Try it:
Number of lines with "ابراهیمی" in the data: give that figure by itself.

Collected data entries
--*--
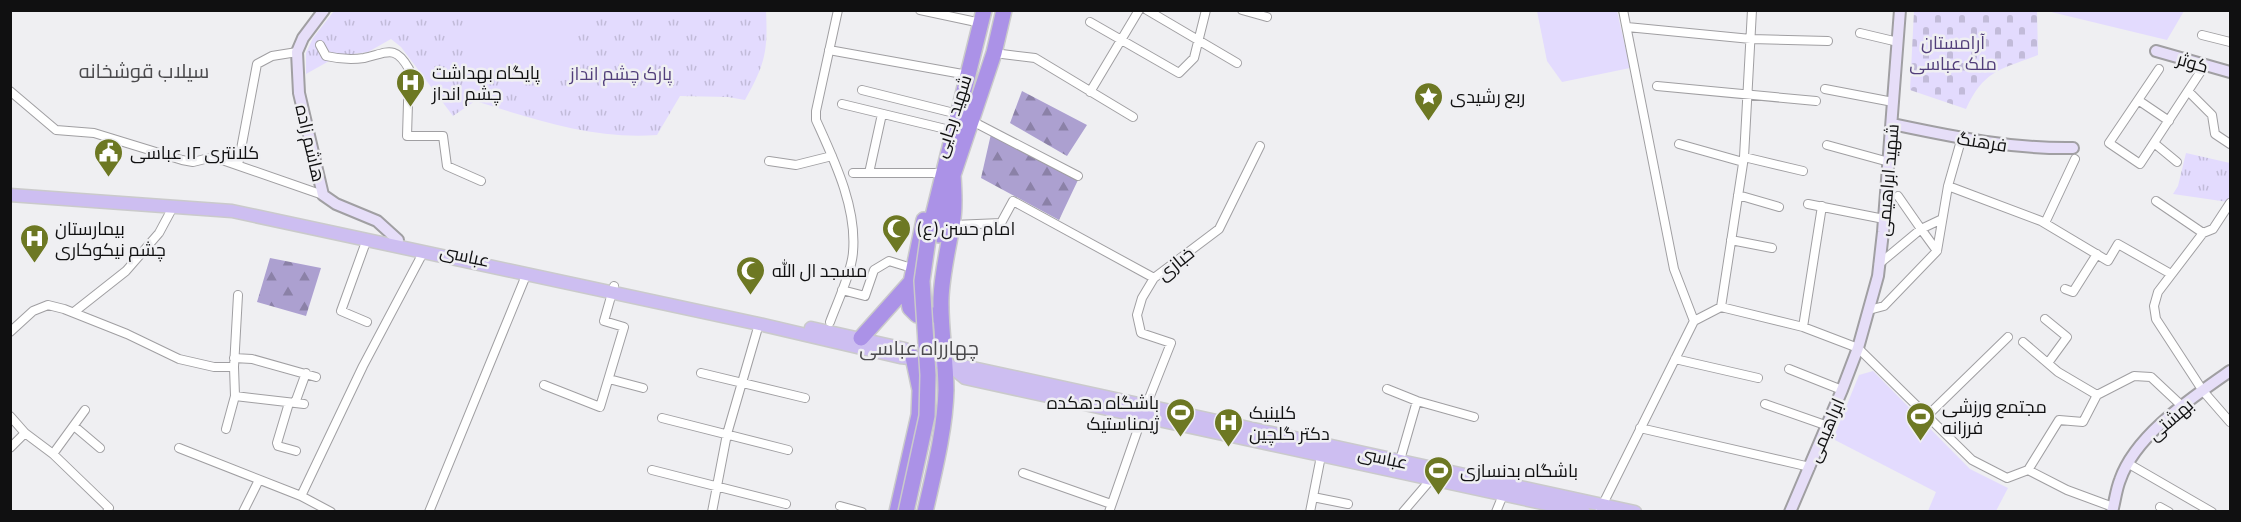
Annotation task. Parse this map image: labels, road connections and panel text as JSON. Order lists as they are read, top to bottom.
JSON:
{
  "streets": {
    "highway": ["شهید رجایی"],
    "main road": ["عباسى"],
    "street": [
      "کوثر",
      "فرهنگ",
      "هاشم زاده",
      "شهید ابراهیمی",
      "خبازی",
      "بهشتی",
      "ابراهیمی"
    ]
  },
  "crossings": [
    ["فرهنگ", "شهید ابراهیمی"],
    ["هاشم زاده", "عباسى"],
    ["شهید ابراهیمی", "ابراهیمی"],
    ["عباسى", "خبازی"]
  ],
  "districts": ["سیلاب قوشخانه", "چهارراه عباسی"],
  "parks": ["آرامستان ملک عباسی", "پارک چشم انداز"],
  "places": {
    "hospital": ["پایگاه بهداشت چشم انداز", "بیمارستان چشم نیکوکاری", "کلینیک دکتر گلچین"],
    "place": ["ربع رشیدی"],
    "public building": ["کلانتری ۱۲ عباسی"],
    "mosque": ["امام حسن (ع)", "مسجد ال الله"],
    "sports": ["باشگاه دهکده ژیمناستیک", "مجتمع ورزشی فرزانه", "باشگاه بدنسازی"]
  }
}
--*--
Output:
4